For instance: How would our understanding of 1 Kings 17:7-16 change if we imagined how the widow of Zarephath would have reacted to Elijah marching into town and demanding food? How would our understanding of the end of Genesis change if we wondered what living through a famine had been like for Judah, Reuben, Levi, Simeon, etc.? How would our understanding of the golden calf incident in Exodus 32 change if we were looking at the story from the ground, with the people who have been wandering through the wilderness for ages only to watch Moses disappear up a mountain for days, wondering if he’s ever coming back (instead of locating ourselves on the mountain with Moses, looking down at the people in disgust)?

I propose that this “sideways glance” at the biblical text isn’t just good literature theory or good homiletic practice (though I think it is both those things); it is also good theology. There are good theological reasons – reasons located at the center of the person and mission of God – for looking closely at the peripheral (marginalized!) characters. Jesus was constantly bringing these people from the margins into the middle of his ministry, sometimes against their will, and almost always against the will of the people who were used to being the main characters. Zacchaeus climbed a tree, and couldn’t get away. The woman with an issue of blood hid under cover in a crowd just to touch Jesus’ cloak, and he drew her out. Jesus kicked the main characters out of his dinner parties in order to invite in, and make space for, the people we would call the supporting cast (if we let them into our stories at all).

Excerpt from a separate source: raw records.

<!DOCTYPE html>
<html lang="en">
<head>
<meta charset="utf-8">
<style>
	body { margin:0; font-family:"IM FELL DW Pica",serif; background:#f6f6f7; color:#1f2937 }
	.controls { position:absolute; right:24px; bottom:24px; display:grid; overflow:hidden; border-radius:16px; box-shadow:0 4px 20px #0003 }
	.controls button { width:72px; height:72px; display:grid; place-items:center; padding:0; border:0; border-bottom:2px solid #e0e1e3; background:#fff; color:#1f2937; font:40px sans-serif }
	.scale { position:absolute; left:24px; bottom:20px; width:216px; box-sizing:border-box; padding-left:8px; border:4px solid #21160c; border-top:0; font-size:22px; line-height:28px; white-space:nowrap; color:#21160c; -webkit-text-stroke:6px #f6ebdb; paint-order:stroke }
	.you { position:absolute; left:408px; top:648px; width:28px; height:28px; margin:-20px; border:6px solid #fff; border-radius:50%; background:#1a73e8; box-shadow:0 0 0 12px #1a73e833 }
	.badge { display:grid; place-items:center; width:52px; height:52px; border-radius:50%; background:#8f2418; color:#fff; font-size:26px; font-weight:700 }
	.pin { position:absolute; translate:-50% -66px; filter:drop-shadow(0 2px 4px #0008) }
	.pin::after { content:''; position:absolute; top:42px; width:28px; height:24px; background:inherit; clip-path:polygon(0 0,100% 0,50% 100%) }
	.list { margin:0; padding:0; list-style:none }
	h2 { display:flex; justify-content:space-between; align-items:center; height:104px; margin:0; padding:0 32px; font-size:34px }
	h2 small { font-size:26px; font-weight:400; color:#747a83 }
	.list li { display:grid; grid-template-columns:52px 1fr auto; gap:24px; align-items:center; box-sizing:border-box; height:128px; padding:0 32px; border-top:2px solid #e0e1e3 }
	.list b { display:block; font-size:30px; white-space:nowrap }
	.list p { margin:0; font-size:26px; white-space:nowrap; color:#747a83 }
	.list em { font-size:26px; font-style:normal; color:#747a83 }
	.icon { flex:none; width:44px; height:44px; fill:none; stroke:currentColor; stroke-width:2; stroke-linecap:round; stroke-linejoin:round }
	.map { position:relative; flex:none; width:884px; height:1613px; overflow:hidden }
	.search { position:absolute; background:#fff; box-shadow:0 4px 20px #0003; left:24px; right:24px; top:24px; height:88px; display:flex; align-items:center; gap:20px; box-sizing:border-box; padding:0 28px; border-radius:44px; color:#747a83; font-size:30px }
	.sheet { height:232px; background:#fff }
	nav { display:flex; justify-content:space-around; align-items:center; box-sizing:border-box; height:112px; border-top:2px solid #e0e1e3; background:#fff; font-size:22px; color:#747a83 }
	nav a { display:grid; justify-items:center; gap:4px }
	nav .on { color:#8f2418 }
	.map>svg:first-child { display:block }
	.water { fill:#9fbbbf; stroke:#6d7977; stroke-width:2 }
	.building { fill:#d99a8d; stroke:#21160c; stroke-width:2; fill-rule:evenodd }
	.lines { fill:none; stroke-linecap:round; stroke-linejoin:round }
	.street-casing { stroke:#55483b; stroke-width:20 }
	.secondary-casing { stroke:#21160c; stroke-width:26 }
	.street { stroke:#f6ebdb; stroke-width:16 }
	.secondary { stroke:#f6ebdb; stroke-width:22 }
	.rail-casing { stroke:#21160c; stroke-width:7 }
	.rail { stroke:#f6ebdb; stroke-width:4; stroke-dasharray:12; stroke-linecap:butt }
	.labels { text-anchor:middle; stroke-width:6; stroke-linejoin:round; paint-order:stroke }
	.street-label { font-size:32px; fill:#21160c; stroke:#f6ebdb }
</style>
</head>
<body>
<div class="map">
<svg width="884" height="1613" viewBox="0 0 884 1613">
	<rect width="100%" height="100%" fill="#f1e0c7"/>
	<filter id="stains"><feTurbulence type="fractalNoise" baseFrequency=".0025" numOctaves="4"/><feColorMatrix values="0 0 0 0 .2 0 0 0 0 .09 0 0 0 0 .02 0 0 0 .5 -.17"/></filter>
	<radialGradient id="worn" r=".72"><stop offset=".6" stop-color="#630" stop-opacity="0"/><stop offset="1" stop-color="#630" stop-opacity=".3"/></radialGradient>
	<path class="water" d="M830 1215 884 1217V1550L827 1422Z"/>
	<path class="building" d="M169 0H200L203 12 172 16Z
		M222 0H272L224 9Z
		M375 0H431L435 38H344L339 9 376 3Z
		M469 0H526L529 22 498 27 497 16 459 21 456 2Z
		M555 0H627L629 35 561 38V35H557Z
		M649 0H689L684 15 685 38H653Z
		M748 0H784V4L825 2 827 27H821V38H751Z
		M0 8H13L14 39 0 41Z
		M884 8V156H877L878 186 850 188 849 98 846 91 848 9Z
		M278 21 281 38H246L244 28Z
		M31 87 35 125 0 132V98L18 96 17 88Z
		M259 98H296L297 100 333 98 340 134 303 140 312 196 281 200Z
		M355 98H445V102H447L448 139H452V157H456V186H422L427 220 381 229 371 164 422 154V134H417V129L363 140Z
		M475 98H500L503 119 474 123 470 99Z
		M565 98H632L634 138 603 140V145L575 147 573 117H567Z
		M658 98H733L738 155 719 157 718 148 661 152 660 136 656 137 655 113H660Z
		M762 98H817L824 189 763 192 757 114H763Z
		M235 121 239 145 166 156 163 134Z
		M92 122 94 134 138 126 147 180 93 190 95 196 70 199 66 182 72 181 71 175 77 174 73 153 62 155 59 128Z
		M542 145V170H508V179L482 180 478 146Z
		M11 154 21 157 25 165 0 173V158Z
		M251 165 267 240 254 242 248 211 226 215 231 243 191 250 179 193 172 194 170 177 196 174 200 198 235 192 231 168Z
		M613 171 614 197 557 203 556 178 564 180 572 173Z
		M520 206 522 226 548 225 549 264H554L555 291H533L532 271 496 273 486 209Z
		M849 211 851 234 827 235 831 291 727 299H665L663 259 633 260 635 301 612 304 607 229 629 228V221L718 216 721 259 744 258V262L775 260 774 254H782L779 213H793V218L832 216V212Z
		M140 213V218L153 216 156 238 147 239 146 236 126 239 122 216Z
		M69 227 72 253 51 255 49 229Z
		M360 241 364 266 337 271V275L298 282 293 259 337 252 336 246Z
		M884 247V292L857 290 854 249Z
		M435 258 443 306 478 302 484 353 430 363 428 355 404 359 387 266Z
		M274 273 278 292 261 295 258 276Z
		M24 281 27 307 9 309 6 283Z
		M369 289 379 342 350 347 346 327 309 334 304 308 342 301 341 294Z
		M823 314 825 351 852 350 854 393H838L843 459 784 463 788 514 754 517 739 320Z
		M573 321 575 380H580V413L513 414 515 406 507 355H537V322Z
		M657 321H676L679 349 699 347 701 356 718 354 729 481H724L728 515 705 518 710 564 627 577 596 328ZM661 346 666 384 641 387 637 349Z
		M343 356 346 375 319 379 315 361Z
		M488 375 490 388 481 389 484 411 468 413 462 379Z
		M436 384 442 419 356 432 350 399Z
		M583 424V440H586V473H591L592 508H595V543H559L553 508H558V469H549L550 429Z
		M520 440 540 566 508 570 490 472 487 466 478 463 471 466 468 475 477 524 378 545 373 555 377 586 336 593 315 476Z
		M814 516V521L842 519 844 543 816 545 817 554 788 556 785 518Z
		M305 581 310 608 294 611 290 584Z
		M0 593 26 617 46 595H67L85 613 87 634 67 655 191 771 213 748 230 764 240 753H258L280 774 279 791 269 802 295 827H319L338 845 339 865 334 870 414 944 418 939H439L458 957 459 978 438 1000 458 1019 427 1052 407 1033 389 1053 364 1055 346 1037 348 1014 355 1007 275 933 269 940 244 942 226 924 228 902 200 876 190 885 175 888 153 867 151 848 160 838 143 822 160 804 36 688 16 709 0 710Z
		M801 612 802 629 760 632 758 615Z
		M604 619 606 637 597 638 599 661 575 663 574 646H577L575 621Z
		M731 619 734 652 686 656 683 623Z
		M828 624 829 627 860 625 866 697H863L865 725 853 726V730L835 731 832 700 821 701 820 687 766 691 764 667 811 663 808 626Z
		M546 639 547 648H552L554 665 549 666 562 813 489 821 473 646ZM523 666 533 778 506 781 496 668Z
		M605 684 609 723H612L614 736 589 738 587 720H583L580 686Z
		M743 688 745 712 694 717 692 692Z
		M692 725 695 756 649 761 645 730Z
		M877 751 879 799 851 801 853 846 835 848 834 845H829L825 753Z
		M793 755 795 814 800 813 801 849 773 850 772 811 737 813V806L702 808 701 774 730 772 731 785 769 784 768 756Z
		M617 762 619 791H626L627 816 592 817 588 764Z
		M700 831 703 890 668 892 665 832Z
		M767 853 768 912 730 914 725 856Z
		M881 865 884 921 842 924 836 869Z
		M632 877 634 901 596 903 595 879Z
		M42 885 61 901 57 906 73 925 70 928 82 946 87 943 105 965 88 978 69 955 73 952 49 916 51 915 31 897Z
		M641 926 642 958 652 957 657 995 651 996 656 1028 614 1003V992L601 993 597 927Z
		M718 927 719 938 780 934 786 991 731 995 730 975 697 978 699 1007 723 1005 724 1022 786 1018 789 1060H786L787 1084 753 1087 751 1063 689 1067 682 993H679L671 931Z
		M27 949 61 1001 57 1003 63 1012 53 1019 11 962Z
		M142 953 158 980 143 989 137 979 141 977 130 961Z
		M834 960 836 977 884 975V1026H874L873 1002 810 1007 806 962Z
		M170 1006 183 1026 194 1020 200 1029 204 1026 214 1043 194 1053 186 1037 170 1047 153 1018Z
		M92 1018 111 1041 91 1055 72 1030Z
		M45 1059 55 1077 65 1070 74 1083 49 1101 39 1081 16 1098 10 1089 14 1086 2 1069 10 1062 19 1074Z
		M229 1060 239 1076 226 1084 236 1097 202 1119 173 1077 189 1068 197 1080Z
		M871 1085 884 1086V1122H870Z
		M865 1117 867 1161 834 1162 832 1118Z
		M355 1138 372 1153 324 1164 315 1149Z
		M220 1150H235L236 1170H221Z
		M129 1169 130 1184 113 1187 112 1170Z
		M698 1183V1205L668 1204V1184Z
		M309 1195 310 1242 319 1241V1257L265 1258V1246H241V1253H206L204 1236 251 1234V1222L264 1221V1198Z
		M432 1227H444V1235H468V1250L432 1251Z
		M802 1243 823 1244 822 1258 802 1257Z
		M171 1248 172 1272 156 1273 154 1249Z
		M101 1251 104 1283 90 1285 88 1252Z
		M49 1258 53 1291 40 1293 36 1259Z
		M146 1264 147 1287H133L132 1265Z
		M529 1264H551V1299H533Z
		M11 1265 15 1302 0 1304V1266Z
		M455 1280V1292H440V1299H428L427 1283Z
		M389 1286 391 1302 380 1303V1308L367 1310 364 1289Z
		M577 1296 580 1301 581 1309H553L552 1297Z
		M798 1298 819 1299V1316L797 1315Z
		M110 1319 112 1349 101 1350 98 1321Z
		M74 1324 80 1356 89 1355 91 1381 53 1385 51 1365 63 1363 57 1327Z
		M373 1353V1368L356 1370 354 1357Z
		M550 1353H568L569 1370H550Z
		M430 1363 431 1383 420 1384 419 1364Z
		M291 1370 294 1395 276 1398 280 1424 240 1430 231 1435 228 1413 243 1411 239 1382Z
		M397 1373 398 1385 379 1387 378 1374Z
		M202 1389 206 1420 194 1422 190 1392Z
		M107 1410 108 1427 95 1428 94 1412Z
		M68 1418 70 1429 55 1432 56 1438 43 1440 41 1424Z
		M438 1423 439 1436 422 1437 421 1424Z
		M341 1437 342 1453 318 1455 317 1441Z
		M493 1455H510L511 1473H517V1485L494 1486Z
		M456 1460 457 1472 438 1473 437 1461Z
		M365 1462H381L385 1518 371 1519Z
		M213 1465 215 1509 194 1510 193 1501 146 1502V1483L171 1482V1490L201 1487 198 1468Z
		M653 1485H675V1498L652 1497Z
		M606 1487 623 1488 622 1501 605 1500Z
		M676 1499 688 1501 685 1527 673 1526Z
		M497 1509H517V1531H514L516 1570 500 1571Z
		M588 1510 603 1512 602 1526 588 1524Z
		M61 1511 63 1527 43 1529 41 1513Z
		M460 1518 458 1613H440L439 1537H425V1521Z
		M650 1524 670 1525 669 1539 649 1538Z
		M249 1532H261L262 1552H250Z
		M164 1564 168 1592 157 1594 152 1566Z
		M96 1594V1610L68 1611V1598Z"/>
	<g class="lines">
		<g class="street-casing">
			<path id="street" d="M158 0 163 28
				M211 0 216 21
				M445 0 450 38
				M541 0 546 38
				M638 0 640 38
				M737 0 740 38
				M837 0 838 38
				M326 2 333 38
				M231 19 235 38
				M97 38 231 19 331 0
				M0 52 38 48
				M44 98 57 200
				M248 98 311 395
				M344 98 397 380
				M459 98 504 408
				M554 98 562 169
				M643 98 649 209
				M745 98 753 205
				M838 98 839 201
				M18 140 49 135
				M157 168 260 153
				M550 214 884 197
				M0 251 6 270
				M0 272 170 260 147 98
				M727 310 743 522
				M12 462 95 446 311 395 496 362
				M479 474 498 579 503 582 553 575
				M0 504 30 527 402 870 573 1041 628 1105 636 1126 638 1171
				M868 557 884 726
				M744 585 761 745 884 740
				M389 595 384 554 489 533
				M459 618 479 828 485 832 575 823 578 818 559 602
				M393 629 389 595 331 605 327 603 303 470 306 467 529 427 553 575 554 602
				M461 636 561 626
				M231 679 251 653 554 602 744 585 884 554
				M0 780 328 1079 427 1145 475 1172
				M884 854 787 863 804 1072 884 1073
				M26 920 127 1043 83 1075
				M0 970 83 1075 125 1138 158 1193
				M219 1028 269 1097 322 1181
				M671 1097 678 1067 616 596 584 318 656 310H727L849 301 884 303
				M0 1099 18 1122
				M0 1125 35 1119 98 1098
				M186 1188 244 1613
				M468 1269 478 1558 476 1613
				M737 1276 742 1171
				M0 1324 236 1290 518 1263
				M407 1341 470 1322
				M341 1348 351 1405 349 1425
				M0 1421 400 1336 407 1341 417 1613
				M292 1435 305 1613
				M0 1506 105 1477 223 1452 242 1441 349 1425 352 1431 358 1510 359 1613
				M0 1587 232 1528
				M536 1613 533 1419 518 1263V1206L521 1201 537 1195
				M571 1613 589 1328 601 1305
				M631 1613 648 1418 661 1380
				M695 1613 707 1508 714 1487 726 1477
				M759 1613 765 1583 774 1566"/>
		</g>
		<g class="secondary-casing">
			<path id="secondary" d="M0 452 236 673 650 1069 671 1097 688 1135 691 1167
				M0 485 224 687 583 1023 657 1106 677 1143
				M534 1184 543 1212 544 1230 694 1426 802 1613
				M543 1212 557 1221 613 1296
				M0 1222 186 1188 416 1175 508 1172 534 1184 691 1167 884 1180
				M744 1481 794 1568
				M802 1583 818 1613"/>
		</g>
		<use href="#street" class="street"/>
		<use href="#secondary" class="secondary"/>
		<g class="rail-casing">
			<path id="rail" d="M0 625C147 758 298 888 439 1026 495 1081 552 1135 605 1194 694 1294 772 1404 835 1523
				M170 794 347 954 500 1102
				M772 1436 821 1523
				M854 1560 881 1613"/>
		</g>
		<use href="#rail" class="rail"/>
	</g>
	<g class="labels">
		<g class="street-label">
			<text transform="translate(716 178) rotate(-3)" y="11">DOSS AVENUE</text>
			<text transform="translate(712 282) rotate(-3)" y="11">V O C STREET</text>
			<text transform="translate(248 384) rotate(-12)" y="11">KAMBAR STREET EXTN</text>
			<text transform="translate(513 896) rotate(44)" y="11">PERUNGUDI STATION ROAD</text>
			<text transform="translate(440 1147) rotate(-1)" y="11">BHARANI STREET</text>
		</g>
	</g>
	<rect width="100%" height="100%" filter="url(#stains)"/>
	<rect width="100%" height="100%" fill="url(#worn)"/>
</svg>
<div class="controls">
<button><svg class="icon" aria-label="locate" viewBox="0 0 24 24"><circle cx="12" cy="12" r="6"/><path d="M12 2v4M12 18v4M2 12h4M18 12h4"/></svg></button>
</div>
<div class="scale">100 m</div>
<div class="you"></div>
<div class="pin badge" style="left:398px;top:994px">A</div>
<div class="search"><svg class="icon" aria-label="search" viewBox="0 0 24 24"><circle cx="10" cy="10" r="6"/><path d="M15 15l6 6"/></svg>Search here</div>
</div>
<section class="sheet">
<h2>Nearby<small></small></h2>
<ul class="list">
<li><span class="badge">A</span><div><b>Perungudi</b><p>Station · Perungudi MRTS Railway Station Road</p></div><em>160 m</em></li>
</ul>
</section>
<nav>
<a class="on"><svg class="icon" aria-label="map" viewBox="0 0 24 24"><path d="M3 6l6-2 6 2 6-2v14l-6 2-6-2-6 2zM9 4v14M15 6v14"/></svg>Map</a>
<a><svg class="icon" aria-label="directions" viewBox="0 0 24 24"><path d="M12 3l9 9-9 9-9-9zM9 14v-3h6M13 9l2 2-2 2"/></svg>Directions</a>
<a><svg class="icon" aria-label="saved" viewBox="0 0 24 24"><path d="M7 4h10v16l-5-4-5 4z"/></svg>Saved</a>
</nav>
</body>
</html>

What we see Jesus doing in his earthly ministry is grounded in what the Trinitarian God has always been doing in Godself – making space for the other, making room for many stories in the one story. I have come to view preaching the secondary characters as one way of following Jesus’ advice in Luke’s parable of the Great Dinner, to “go out at once into the streets and lanes of the town and bring in the poor, the crippled, the blind, and the lame.” May we go out into the margins and the spaces of the text, and bring in the “secondary” characters we see there, peering around the corners and poking their heads around the edges!